In my own life, Peter Thiel’s Religion is one of my most popular essays, and Farnam Street was originally the ultimate hub for ideas about Charlie Munger. If you’re looking for somebody to write about, look for people who give a lot of speeches but don’t write very much. Then, give them credit for the original ideas.

By doing so, you’re tapping into an inefficient market for ideas. The existing supply will live outside the written word, usually in podcasts or YouTube videos. Since they’re already popular, you know there’s demand. Also, you’ll often develop an unseen angle on somebody else’s work whenever you translate them into a new medium.

— —

You’re Probably Not Late

  1. Whenever you find yourself thinking you’re late to a new technological trend, remember that Walt Disney thought he was late to animation in 1923.
  2. On the same theme, Marc Andreessen thought he’d missed the Silicon Valley boom when he arrived in 1994. He said: “My big feeling was I just missed it, I missed the whole thing. It had happened in the ‘80s, and I got here too late.”
  3. According to one of my Twitter followers, some of the earliest written fragments from Sumer in 3,000 BCE show people complaining that all the good subjects had already been covered by earlier poets.

— —

Teaching is a Performance

Mediocre teachers focus on delivering information in an efficient manner. Great ones focus on delivering information in an entertaining one.

The best teachers inspire their students with joy and enthusiasm. When I talk about enthusiasm, I’m inspired by its original Greek term: enthousiasmos. It referred to the divine inspiration granted by people who act like they're inhabited by a feeling of God-like ecstasy.

— —

Mistakes Page

A few years ago, I had a page in my notes where I wrote down all my mistakes. Every time I made one, I’d answer three questions:

  1. What was the mistake?
  2. What was I thinking at the time?
  3. How can I prevent the same mistake from happening again?

To my surprise, more than 50% of my mistakes came from the same thing: making a commitment, not writing it down, and forgetting about it.

— —

My Freshman Year College Report Card

Photo of the Week

While in San Francisco for Thanksgiving, I visited the Walt Disney Family Museum in the Presidio.

One of the best ideas I picked up was the importance of knowing your bottlenecks.

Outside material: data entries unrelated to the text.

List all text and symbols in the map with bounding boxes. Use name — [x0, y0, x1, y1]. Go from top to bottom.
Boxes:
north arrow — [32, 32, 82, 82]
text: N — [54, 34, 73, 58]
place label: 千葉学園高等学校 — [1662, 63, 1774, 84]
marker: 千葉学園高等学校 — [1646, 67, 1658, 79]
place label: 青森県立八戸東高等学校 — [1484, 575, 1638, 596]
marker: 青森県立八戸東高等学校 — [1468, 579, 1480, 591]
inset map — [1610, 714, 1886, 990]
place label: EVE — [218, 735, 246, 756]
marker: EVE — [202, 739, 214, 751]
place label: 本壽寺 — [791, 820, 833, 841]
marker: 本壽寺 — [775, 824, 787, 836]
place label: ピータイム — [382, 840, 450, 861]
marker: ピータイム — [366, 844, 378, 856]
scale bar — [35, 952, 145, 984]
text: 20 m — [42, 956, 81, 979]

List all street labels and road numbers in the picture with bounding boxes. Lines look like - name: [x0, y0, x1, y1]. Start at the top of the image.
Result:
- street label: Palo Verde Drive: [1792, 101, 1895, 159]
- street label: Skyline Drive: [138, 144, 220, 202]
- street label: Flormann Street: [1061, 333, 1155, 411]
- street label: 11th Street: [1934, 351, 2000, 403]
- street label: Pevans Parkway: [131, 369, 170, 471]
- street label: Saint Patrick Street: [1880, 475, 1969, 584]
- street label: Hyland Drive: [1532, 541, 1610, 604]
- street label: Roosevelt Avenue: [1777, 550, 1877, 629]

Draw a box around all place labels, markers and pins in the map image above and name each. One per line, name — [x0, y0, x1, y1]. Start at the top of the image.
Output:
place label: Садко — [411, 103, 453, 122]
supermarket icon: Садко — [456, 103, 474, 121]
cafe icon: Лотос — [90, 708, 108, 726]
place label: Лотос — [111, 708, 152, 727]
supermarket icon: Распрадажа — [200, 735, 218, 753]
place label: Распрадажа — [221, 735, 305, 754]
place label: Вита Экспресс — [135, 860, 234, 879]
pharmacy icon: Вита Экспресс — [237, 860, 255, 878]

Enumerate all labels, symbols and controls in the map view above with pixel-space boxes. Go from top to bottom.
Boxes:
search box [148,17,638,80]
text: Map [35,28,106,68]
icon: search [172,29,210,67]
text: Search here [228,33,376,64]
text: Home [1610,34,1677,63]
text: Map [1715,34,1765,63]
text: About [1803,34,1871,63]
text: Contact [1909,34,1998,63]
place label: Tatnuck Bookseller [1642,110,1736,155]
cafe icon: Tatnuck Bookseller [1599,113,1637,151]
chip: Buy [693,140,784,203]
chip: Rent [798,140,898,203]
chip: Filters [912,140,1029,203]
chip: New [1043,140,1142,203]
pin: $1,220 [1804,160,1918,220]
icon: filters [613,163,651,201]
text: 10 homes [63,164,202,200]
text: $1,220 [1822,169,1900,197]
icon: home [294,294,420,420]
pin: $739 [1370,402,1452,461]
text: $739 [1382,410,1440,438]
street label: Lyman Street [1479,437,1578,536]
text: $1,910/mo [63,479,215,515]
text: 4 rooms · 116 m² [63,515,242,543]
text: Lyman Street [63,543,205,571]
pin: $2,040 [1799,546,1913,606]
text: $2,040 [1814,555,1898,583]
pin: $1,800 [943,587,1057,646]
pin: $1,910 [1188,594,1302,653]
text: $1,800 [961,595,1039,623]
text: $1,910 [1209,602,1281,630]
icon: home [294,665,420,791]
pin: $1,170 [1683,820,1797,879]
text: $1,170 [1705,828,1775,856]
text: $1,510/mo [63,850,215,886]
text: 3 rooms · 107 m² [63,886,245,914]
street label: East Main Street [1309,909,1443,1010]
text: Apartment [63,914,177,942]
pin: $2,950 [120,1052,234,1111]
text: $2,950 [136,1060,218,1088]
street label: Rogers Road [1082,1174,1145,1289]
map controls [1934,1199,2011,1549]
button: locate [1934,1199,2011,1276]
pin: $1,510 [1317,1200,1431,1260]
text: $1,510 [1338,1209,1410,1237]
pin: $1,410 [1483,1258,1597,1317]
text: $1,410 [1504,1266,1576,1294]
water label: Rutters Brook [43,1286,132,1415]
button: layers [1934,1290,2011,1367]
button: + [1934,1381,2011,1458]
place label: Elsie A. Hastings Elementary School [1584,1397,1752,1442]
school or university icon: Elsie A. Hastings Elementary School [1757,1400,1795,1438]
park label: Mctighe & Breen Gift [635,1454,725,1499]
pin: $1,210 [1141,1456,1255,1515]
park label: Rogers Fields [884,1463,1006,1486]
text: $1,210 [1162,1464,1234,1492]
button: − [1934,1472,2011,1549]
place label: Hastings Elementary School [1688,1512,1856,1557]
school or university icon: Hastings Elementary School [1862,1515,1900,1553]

After World War II, Walt funded a series of nature documentaries called The True-Life Adventures. To film them, he recruited a team of nature photographers to venture into the wild and film animal life.

Walt said: "The biggest problem was getting [the photographers] to keep shooting. They would be too conservative with film because when they were working on their own they had to buy that film. They would cut the camera just as an animal would do something. I had to pound: Shoot, shoot! I had to sell them on the idea that the film was the cheapest thing [in our operation], and if they missed something-it got to the point that they never dared come in to tell me something they saw that they didn't photograph because I would raise heck with them. Also, they would quit too early in the day. I said, Keep shooting!”

Owners usually think about cash differently than employees. Since owners tend to think about cash in positive-sum investments, things that seem expensive to an employee can actually be a reasonable expense so long as the work generates a positive return. If so, it’s an owner’s job to push the employee to spend more than they would on their own when it’ll generate a positive return on investment.